(PROBLEM): Look below. Copy each line that has "tools" in it.

(RECORDS):

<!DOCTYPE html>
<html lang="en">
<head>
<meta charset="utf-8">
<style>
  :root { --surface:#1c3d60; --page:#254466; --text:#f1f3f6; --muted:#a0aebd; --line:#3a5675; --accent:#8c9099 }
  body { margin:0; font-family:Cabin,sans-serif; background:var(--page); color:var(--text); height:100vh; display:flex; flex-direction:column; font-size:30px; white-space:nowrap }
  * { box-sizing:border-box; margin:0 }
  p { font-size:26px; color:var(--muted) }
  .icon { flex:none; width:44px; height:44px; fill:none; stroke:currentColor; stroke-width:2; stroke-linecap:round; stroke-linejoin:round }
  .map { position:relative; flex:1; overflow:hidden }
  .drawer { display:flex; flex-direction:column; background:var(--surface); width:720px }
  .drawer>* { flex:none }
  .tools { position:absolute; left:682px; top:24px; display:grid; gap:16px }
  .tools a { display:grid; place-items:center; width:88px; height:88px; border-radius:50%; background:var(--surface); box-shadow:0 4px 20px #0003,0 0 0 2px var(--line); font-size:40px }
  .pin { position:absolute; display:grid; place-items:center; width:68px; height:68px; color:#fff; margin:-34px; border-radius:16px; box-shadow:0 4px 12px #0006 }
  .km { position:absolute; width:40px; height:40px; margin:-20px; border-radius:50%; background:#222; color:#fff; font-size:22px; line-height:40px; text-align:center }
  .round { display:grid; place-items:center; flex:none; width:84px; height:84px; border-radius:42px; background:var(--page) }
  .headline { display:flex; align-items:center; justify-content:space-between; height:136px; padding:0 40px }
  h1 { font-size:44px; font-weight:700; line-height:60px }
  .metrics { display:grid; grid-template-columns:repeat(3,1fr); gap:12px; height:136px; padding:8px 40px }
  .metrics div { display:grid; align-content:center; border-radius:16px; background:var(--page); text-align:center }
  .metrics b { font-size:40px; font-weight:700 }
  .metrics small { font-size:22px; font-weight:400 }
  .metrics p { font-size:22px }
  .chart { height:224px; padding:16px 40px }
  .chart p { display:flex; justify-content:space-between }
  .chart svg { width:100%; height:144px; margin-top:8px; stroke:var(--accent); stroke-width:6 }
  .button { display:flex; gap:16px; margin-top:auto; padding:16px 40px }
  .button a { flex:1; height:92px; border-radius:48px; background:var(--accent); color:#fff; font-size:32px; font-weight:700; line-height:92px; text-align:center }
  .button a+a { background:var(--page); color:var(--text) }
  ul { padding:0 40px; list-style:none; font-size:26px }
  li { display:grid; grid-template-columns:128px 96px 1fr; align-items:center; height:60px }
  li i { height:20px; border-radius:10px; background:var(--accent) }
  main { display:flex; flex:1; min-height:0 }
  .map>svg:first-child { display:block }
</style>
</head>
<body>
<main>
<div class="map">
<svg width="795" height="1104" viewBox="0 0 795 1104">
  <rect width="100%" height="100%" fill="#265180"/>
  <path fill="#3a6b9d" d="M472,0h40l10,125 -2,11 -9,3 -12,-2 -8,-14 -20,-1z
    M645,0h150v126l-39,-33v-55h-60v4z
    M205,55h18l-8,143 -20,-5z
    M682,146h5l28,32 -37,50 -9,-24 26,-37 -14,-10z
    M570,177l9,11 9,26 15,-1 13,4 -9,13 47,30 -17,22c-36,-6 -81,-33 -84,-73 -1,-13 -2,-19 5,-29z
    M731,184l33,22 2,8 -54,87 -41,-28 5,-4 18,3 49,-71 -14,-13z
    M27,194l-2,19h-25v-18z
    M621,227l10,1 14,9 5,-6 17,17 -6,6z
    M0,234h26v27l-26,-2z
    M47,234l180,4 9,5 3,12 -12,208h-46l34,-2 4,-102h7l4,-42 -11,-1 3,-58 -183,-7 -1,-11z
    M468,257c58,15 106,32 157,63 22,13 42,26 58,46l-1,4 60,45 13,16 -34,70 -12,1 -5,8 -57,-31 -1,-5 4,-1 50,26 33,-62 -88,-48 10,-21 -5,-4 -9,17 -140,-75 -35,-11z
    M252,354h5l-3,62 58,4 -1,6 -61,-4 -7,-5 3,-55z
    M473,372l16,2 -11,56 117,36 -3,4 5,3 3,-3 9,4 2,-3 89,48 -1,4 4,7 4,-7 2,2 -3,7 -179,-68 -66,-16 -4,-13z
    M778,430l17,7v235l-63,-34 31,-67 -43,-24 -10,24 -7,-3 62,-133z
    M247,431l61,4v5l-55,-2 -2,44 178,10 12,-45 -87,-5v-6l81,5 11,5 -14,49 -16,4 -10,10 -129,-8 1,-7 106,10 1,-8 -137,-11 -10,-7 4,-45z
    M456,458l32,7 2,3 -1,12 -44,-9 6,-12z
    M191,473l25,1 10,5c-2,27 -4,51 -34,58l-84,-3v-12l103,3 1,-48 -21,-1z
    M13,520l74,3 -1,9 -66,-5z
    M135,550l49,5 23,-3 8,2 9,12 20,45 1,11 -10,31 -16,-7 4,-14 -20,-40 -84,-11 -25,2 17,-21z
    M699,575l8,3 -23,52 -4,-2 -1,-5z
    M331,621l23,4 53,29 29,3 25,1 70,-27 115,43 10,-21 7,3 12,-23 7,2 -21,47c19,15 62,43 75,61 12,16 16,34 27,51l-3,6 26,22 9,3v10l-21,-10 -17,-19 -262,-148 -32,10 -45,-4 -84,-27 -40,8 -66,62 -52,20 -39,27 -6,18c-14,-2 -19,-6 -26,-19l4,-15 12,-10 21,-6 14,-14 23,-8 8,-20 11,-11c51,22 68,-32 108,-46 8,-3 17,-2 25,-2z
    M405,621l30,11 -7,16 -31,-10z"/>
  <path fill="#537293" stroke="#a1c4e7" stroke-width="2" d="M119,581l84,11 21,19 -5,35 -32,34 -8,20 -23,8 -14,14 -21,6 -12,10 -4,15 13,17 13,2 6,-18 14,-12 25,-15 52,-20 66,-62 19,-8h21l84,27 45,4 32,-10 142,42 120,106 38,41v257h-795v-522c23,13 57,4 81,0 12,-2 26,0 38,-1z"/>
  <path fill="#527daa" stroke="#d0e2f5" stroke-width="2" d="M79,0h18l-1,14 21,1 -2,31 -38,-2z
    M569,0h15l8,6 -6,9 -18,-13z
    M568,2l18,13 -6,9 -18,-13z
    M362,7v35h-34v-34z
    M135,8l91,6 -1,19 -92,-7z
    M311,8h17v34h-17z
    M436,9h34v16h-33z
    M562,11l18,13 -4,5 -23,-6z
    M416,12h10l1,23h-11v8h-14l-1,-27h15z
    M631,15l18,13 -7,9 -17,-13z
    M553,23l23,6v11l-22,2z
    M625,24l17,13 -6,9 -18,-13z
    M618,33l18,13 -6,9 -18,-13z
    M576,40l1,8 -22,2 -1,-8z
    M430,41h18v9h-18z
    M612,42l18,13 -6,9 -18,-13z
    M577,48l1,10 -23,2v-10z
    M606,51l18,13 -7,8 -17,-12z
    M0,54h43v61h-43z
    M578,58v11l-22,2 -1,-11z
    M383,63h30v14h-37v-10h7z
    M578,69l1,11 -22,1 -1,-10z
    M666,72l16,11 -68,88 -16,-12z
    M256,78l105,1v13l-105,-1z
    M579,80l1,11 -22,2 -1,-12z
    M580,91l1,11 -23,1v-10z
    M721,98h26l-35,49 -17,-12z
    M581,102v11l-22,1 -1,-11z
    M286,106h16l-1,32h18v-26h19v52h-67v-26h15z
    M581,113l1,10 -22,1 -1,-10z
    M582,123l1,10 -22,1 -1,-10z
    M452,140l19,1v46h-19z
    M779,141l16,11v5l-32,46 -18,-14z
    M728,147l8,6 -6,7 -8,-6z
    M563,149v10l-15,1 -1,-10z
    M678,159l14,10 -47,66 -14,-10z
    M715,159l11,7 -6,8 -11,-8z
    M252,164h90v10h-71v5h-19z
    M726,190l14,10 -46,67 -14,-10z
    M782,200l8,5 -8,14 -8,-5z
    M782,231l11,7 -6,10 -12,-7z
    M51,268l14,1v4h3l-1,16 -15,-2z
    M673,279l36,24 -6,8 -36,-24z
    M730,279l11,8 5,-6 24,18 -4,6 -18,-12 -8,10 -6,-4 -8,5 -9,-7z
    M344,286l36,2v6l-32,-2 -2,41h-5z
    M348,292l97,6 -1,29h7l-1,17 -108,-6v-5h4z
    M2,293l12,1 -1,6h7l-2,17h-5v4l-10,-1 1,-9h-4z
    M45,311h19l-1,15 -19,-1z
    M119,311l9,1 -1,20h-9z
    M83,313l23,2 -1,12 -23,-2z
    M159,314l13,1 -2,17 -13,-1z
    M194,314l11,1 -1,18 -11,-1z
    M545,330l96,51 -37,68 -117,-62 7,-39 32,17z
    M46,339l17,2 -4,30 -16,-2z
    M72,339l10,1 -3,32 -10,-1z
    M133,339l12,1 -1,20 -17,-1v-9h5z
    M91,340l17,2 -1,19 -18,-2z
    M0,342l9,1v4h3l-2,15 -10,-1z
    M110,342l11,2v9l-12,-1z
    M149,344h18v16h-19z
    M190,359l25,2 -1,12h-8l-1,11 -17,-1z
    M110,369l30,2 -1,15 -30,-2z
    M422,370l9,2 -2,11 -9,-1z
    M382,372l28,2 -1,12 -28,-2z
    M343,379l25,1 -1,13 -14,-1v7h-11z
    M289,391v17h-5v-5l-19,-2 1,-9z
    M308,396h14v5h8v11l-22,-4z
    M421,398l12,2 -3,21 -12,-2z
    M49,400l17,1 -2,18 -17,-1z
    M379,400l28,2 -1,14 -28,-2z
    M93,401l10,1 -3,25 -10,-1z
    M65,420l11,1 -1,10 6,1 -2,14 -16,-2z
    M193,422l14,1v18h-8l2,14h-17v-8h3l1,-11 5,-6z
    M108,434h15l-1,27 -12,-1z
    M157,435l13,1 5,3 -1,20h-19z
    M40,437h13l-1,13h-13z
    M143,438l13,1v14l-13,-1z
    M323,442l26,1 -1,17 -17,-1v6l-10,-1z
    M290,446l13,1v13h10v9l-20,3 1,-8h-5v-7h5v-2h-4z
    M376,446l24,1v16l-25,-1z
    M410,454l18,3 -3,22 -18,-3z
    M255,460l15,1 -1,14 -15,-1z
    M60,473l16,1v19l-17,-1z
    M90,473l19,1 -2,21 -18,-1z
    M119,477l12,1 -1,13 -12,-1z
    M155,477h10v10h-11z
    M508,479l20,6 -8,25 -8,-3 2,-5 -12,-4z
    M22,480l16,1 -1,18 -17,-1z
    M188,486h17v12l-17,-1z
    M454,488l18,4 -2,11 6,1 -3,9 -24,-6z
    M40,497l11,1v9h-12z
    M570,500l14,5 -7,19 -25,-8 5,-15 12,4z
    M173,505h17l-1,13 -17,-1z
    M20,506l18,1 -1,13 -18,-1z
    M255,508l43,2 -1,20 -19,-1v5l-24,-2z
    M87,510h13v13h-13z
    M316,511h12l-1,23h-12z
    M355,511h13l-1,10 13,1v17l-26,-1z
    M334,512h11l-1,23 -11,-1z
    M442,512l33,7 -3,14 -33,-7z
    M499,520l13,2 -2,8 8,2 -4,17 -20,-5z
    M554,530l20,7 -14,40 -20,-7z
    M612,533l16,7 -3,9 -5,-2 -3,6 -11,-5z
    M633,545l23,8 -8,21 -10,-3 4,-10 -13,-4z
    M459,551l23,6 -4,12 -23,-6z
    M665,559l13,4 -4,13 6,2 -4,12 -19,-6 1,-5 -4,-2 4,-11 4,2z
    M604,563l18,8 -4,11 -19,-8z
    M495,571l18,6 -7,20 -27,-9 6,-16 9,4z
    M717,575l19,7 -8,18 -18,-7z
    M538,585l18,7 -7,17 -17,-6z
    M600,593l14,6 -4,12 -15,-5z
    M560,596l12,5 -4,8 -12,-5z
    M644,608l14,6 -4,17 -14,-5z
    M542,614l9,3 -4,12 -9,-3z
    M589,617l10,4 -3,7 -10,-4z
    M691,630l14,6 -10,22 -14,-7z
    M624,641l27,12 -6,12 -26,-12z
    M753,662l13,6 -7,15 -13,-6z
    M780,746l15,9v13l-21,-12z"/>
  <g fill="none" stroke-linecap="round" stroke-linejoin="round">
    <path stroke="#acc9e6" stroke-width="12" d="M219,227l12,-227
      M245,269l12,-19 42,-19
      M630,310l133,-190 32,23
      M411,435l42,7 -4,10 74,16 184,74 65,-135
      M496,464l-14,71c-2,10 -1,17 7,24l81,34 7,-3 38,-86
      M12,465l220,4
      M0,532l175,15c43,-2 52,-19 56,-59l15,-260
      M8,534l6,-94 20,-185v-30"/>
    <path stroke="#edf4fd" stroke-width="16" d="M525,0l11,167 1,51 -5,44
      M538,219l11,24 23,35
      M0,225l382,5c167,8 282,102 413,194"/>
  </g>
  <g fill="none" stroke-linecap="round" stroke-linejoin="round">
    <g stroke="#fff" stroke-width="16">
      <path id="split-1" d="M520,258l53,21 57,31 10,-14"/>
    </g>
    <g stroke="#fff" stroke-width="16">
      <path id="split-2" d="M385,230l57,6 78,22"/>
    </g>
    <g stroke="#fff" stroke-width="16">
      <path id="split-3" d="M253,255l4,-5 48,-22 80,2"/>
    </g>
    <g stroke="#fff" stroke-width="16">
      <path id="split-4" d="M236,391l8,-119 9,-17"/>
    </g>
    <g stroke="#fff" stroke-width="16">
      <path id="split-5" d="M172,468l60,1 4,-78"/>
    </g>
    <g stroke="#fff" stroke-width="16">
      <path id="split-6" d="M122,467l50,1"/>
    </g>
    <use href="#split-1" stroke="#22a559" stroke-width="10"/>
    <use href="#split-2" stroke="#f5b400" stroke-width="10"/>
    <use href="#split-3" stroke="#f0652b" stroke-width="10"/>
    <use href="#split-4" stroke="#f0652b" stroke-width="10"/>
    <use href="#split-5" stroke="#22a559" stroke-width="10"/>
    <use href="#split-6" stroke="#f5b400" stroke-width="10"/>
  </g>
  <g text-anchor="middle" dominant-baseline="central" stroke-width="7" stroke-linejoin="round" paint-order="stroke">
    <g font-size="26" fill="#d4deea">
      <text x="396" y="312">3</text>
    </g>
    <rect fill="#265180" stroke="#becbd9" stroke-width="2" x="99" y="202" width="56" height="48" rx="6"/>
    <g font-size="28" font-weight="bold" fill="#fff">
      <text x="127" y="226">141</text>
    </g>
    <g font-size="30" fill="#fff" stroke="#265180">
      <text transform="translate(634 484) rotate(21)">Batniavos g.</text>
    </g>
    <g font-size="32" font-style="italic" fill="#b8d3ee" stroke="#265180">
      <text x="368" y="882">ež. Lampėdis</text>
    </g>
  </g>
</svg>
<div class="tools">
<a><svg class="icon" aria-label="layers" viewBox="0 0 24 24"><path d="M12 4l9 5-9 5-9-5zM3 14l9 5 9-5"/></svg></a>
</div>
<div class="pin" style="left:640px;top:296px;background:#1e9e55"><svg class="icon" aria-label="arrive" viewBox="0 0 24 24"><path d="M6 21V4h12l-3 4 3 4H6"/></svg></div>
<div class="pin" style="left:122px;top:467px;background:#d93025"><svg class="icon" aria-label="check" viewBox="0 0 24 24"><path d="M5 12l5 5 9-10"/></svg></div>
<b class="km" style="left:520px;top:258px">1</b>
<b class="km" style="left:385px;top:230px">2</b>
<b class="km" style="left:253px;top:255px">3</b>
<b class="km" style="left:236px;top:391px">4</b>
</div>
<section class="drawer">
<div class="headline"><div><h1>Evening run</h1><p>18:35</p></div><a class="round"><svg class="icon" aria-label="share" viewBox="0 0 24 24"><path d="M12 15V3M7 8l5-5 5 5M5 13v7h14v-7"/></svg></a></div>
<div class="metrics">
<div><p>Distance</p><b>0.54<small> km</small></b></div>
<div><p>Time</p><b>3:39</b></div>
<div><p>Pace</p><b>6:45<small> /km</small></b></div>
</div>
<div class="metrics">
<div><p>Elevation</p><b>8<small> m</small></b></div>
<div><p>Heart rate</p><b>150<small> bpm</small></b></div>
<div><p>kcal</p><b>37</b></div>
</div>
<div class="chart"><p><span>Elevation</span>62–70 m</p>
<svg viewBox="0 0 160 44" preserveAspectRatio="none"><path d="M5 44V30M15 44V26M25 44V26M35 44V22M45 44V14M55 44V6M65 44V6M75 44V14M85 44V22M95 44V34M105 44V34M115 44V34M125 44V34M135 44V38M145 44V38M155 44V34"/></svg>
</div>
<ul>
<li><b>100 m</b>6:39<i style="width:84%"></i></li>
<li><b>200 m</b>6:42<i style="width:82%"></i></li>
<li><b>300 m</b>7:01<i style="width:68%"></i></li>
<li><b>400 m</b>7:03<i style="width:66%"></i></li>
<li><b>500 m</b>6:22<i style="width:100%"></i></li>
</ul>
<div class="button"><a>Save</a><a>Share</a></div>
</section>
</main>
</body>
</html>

(OUTPUT OF THE EXERCISE):
  .tools { position:absolute; left:682px; top:24px; display:grid; gap:16px }
  .tools a { display:grid; place-items:center; width:88px; height:88px; border-radius:50%; background:var(--surface); box-shadow:0 4px 20px #0003,0 0 0 2px var(--line); font-size:40px }
<div class="tools">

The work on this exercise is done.